-- Opening Marker --

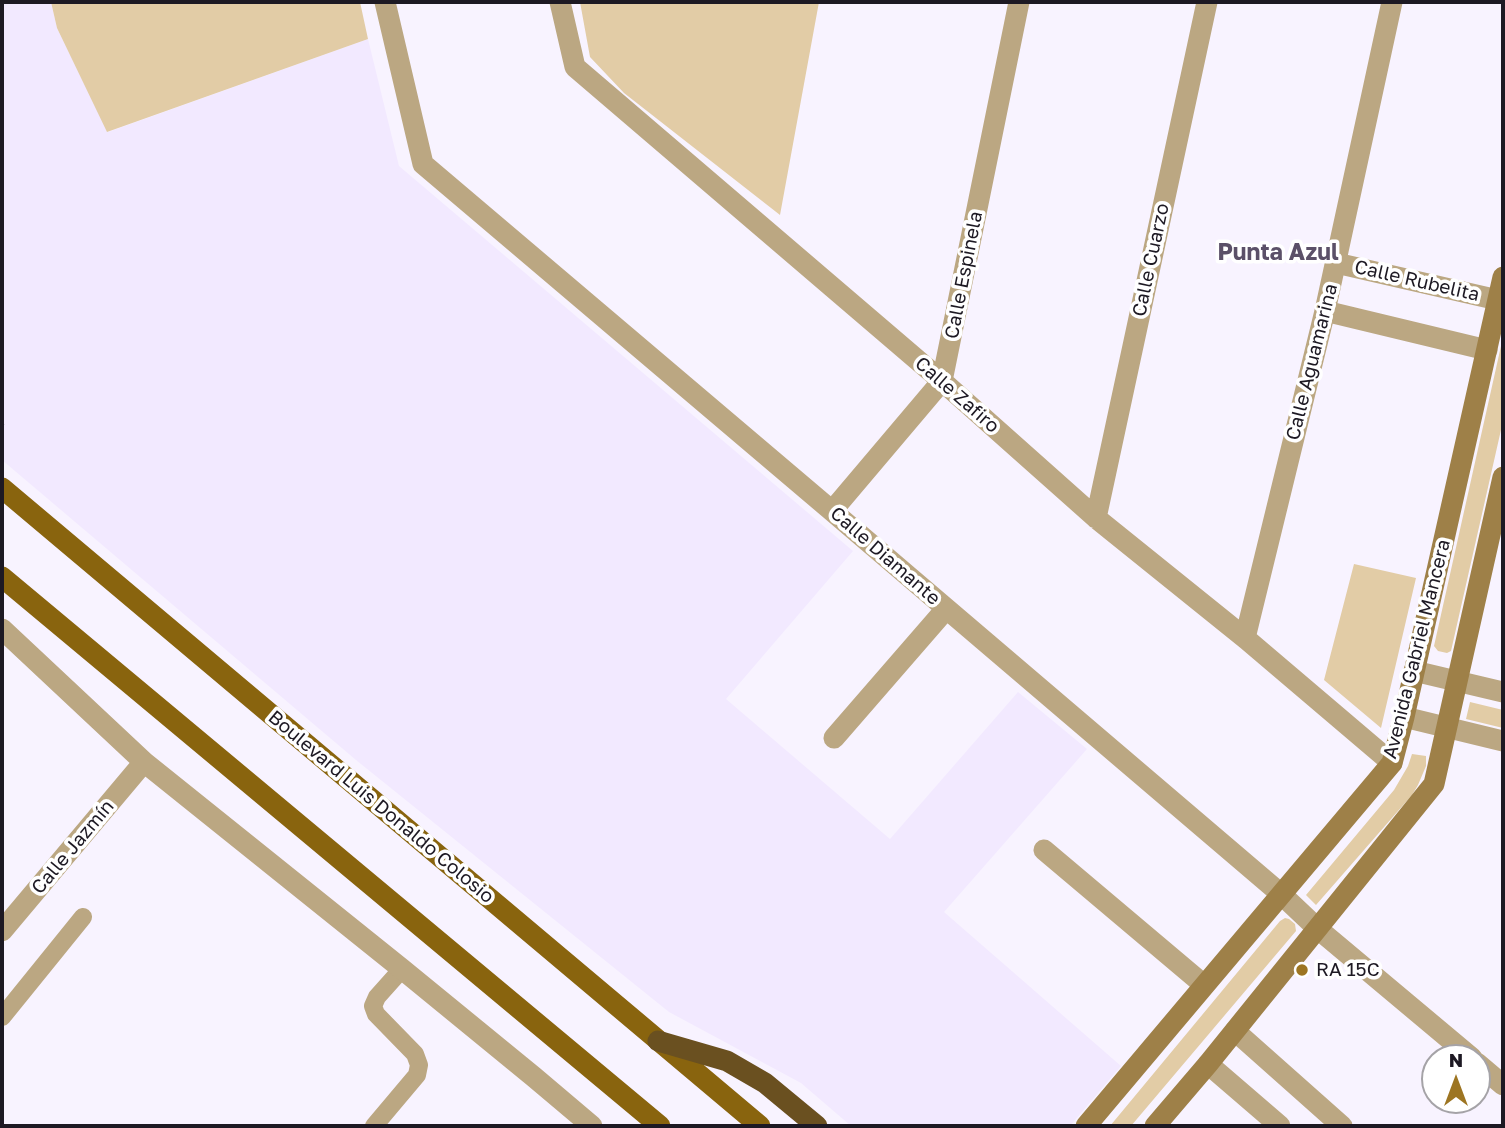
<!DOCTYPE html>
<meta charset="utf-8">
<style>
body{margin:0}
#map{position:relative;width:1505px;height:1128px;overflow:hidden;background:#f8f3ff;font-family:"Golos Text",sans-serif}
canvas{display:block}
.frame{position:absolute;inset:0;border:4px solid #1d1923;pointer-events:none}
.north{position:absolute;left:1421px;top:1044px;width:70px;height:70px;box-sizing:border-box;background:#fff;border:2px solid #a5a3a7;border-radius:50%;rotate:0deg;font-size:19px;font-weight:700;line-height:28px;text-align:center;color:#1d1923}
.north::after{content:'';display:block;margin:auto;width:24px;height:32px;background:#9d7522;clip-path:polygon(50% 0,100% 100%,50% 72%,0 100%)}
</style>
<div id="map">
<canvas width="1505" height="1128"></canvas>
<div class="frame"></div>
<div class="north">N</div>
</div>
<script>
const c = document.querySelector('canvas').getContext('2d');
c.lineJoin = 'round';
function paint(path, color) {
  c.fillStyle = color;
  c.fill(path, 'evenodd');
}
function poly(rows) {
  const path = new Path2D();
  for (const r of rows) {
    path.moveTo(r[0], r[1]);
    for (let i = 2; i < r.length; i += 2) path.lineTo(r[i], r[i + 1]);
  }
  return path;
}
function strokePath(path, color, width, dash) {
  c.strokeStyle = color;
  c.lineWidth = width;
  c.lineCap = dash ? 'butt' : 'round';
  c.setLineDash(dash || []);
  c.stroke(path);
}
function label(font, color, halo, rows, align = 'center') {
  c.font = font + ' "Golos Text",sans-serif';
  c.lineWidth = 7;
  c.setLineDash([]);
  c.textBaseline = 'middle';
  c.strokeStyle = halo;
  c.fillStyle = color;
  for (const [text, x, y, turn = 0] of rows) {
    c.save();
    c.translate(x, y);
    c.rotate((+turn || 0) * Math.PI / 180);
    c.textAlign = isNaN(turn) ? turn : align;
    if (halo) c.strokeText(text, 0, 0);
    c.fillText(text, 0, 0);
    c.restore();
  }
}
paint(poly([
 [2,2,51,2,57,28,108,132,368,39,399,166,853,551,726,699,890,839,1018,692,1087,749,944,912,1121,1066,1070,1126,851,1126,801,1083,669,1012,356,760,2,460]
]), '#f2e9ff');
paint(poly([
 [51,2,360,2,368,39,107,132,57,28],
 [580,2,819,2,780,215,624,93,590,57],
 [1503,337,1503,421,1451,651,1447,653,1438,651,1434,646],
 [1354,564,1416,578,1381,728,1324,680],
 [1470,702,1503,710,1503,728,1466,719],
 [1412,754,1426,756,1426,766,1418,785,1412,795,1316,905,1306,895,1394,790,1408,766],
 [1285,918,1289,919,1295,924,1296,931,1131,1126,1110,1126,1280,921]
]), '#e2cca6');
strokePath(poly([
 [2,424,2,425]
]), '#a8a4af', 4.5, [3.5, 5]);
strokePath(poly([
 [2,1017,83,917],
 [374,1126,417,1075,419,1065,415,1054,376,1014,373,1006,377,997,402,969]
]), '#bba782', 18);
strokePath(poly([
 [385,2,423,164,832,511,1281,894,1318,929,1472,1058],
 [560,2,575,67,942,381,1096,518,1245,638,1392,763],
 [1336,263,1498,300],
 [1325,311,1487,350],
 [832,511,942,381,1019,2],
 [1096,518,1207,2],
 [2,629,144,762,402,969,534,1077,592,1126],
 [1245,638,1325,311,1392,2],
 [1414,671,1503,692],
 [1404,717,1503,741],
 [834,738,946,609],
 [1044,850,1204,985],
 [2,931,144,762],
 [1235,1031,1342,1126],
 [1477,1063,1503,1085],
 [1208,1064,1280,1126]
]), '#bba782', 21);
strokePath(poly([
 [1086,1126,1392,763,1404,717,1503,277],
 [1155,1126,1208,1064,1434,784,1503,477]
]), '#9e8048', 21);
strokePath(poly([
 [2,488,760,1126],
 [2,577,660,1126]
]), '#89640e', 21);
strokePath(poly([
 [658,1041,727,1061,765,1083,817,1126]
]), '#6a5020', 21);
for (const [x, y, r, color] of [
 [1302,970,7,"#9d7522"]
]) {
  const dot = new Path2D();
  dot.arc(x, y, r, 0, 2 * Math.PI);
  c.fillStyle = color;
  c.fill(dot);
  strokePath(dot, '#fff', 2.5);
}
label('19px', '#1d1923', '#fff', [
 ["Calle Cuarzo",1151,260,-78],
 ["Calle Espinela",964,275,-79],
 ["Calle Rubelita",1417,281,13],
 ["Calle Aguamarina",1312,362,-76],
 ["Calle Zafiro",957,395,41],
 ["Calle Diamante",885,556,41],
 ["Avenida Gabriel Mancera",1417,649,-76],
 ["Boulevard Luis Donaldo Colosio",381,807,40],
 ["Calle Jazmín",73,847,-50]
]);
label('19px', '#1d1923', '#fff', [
 ["RA 15C",1316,970]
], 'left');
label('bold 23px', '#5b5068', '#fff', [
 ["Punta Azul",1278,253]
]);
</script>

-- Closing Marker --

◆ TASK ◆
Across the data above, how many lines contain "rows"? Reply with a bare number.

◆ ANSWER SPACE ◆
4